DATA TO EXAMINE:
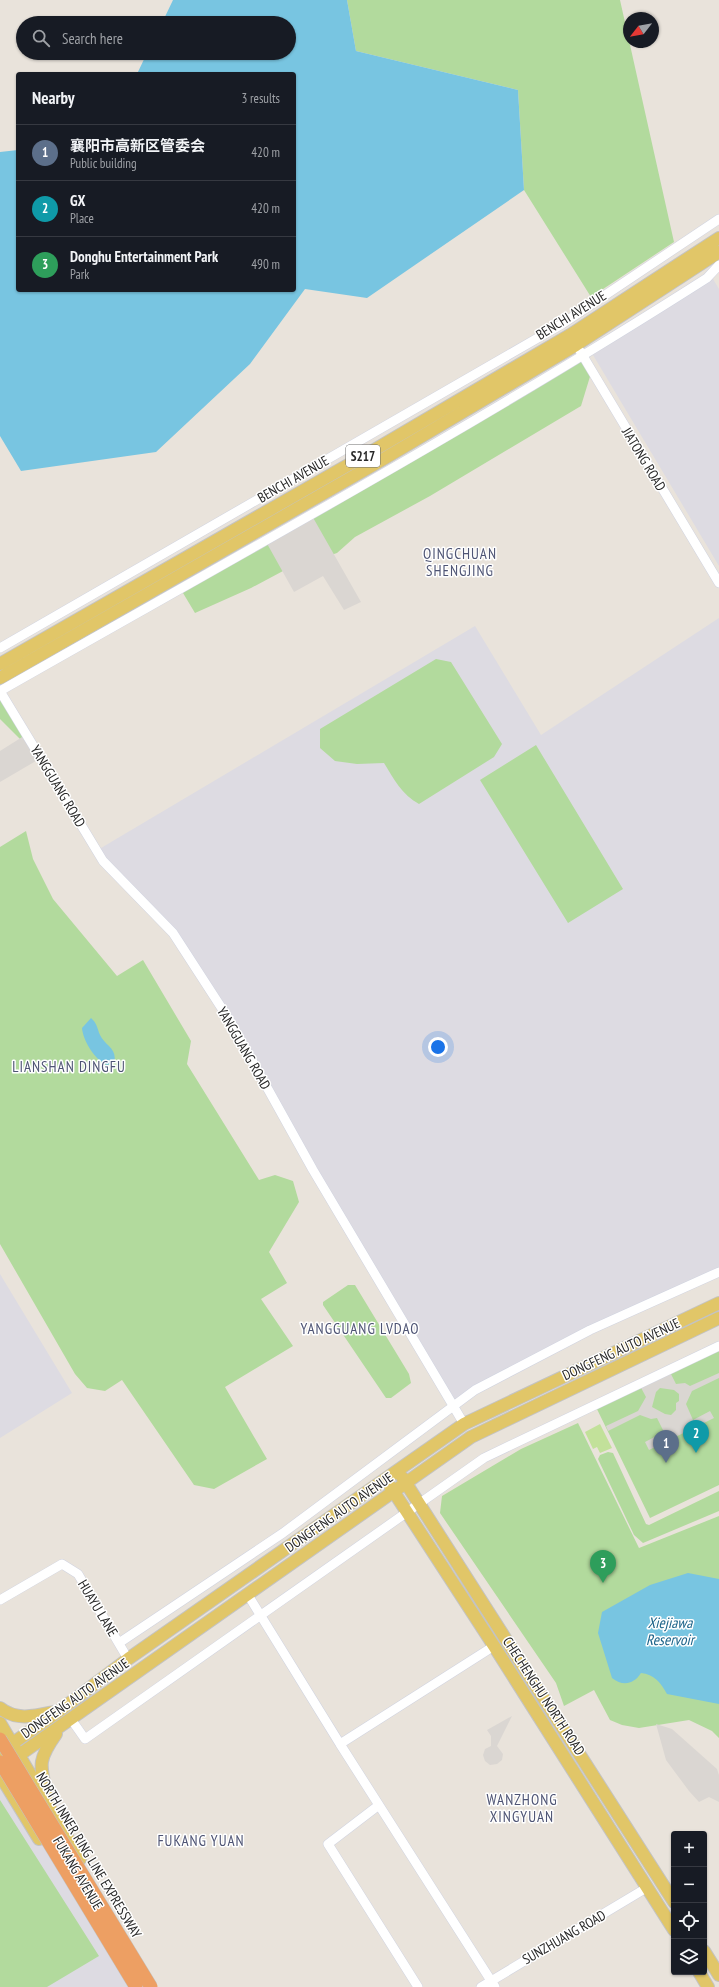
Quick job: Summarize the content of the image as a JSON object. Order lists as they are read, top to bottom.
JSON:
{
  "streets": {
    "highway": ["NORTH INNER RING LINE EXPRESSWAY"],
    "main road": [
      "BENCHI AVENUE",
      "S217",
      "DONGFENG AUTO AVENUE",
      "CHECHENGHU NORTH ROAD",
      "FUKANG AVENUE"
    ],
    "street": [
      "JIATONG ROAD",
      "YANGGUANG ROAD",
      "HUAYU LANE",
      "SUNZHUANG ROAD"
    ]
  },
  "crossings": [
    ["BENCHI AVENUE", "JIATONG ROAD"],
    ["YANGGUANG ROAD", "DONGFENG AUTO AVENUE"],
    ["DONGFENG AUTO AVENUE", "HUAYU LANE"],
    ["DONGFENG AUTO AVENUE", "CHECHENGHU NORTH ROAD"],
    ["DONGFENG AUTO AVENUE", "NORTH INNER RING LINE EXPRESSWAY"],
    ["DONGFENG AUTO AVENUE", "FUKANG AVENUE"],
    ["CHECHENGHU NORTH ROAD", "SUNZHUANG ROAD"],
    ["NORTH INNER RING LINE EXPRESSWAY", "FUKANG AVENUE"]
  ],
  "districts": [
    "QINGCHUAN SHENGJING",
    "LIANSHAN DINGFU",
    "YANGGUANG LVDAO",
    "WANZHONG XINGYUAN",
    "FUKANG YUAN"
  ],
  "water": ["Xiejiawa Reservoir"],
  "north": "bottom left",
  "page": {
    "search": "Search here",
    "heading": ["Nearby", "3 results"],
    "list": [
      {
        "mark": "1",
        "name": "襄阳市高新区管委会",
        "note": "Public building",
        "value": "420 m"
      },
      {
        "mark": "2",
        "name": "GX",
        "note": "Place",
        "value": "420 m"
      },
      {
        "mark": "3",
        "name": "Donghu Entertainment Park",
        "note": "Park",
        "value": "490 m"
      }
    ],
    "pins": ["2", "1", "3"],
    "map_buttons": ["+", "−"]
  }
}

WHAT THE TASK REQUIRES:
Return every line of the data above exactly, and omit all pictures.

FINISHED EXERCISE:
Quick job: Summarize the content of the image as a JSON object. Order lists as they are read, top to bottom.
JSON:
{
  "streets": {
    "highway": ["NORTH INNER RING LINE EXPRESSWAY"],
    "main road": [
      "BENCHI AVENUE",
      "S217",
      "DONGFENG AUTO AVENUE",
      "CHECHENGHU NORTH ROAD",
      "FUKANG AVENUE"
    ],
    "street": [
      "JIATONG ROAD",
      "YANGGUANG ROAD",
      "HUAYU LANE",
      "SUNZHUANG ROAD"
    ]
  },
  "crossings": [
    ["BENCHI AVENUE", "JIATONG ROAD"],
    ["YANGGUANG ROAD", "DONGFENG AUTO AVENUE"],
    ["DONGFENG AUTO AVENUE", "HUAYU LANE"],
    ["DONGFENG AUTO AVENUE", "CHECHENGHU NORTH ROAD"],
    ["DONGFENG AUTO AVENUE", "NORTH INNER RING LINE EXPRESSWAY"],
    ["DONGFENG AUTO AVENUE", "FUKANG AVENUE"],
    ["CHECHENGHU NORTH ROAD", "SUNZHUANG ROAD"],
    ["NORTH INNER RING LINE EXPRESSWAY", "FUKANG AVENUE"]
  ],
  "districts": [
    "QINGCHUAN SHENGJING",
    "LIANSHAN DINGFU",
    "YANGGUANG LVDAO",
    "WANZHONG XINGYUAN",
    "FUKANG YUAN"
  ],
  "water": ["Xiejiawa Reservoir"],
  "north": "bottom left",
  "page": {
    "search": "Search here",
    "heading": ["Nearby", "3 results"],
    "list": [
      {
        "mark": "1",
        "name": "襄阳市高新区管委会",
        "note": "Public building",
        "value": "420 m"
      },
      {
        "mark": "2",
        "name": "GX",
        "note": "Place",
        "value": "420 m"
      },
      {
        "mark": "3",
        "name": "Donghu Entertainment Park",
        "note": "Park",
        "value": "490 m"
      }
    ],
    "pins": ["2", "1", "3"],
    "map_buttons": ["+", "−"]
  }
}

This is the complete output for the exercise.